◆ Your objective ◆
Start to finish, the listing must be rewritten exactly.

◆ Collected material ◆

Start of Block

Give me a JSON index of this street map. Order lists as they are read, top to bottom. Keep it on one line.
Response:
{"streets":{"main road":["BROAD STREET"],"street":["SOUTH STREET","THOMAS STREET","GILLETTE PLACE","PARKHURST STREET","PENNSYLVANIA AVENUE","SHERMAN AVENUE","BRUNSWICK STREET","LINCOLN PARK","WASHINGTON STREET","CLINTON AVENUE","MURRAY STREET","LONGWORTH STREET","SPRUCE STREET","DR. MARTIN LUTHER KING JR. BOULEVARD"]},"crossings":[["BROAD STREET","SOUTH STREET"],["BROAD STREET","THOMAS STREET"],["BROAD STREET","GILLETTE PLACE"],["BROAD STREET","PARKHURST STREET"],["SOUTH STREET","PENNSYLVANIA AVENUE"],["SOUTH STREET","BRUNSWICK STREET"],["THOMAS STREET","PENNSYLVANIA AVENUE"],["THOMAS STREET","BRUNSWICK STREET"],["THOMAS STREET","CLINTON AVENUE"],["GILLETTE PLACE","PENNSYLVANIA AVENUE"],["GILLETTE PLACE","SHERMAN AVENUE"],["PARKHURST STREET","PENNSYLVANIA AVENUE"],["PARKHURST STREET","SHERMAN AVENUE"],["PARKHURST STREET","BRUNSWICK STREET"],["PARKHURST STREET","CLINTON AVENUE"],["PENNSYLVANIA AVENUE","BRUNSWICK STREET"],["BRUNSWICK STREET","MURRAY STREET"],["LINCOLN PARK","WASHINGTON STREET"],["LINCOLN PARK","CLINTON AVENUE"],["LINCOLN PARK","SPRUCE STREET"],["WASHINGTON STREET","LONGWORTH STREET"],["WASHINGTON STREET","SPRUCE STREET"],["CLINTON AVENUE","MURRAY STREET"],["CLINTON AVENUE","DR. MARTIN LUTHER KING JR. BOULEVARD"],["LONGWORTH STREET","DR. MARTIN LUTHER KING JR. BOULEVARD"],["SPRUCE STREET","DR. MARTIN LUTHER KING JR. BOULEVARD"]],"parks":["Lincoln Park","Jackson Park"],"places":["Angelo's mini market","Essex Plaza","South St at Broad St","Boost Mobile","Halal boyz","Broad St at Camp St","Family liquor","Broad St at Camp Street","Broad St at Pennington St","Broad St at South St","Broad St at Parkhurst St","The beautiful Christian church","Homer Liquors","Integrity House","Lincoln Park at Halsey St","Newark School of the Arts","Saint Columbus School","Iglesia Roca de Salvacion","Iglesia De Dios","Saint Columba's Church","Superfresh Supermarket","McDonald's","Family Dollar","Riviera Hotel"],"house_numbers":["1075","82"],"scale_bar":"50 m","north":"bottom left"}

End of Block

◆ Exercise solution ◆
Give me a JSON index of this street map. Order lists as they are read, top to bottom. Keep it on one line.
Response:
{"streets":{"main road":["BROAD STREET"],"street":["SOUTH STREET","THOMAS STREET","GILLETTE PLACE","PARKHURST STREET","PENNSYLVANIA AVENUE","SHERMAN AVENUE","BRUNSWICK STREET","LINCOLN PARK","WASHINGTON STREET","CLINTON AVENUE","MURRAY STREET","LONGWORTH STREET","SPRUCE STREET","DR. MARTIN LUTHER KING JR. BOULEVARD"]},"crossings":[["BROAD STREET","SOUTH STREET"],["BROAD STREET","THOMAS STREET"],["BROAD STREET","GILLETTE PLACE"],["BROAD STREET","PARKHURST STREET"],["SOUTH STREET","PENNSYLVANIA AVENUE"],["SOUTH STREET","BRUNSWICK STREET"],["THOMAS STREET","PENNSYLVANIA AVENUE"],["THOMAS STREET","BRUNSWICK STREET"],["THOMAS STREET","CLINTON AVENUE"],["GILLETTE PLACE","PENNSYLVANIA AVENUE"],["GILLETTE PLACE","SHERMAN AVENUE"],["PARKHURST STREET","PENNSYLVANIA AVENUE"],["PARKHURST STREET","SHERMAN AVENUE"],["PARKHURST STREET","BRUNSWICK STREET"],["PARKHURST STREET","CLINTON AVENUE"],["PENNSYLVANIA AVENUE","BRUNSWICK STREET"],["BRUNSWICK STREET","MURRAY STREET"],["LINCOLN PARK","WASHINGTON STREET"],["LINCOLN PARK","CLINTON AVENUE"],["LINCOLN PARK","SPRUCE STREET"],["WASHINGTON STREET","LONGWORTH STREET"],["WASHINGTON STREET","SPRUCE STREET"],["CLINTON AVENUE","MURRAY STREET"],["CLINTON AVENUE","DR. MARTIN LUTHER KING JR. BOULEVARD"],["LONGWORTH STREET","DR. MARTIN LUTHER KING JR. BOULEVARD"],["SPRUCE STREET","DR. MARTIN LUTHER KING JR. BOULEVARD"]],"parks":["Lincoln Park","Jackson Park"],"places":["Angelo's mini market","Essex Plaza","South St at Broad St","Boost Mobile","Halal boyz","Broad St at Camp St","Family liquor","Broad St at Camp Street","Broad St at Pennington St","Broad St at South St","Broad St at Parkhurst St","The beautiful Christian church","Homer Liquors","Integrity House","Lincoln Park at Halsey St","Newark School of the Arts","Saint Columbus School","Iglesia Roca de Salvacion","Iglesia De Dios","Saint Columba's Church","Superfresh Supermarket","McDonald's","Family Dollar","Riviera Hotel"],"house_numbers":["1075","82"],"scale_bar":"50 m","north":"bottom left"}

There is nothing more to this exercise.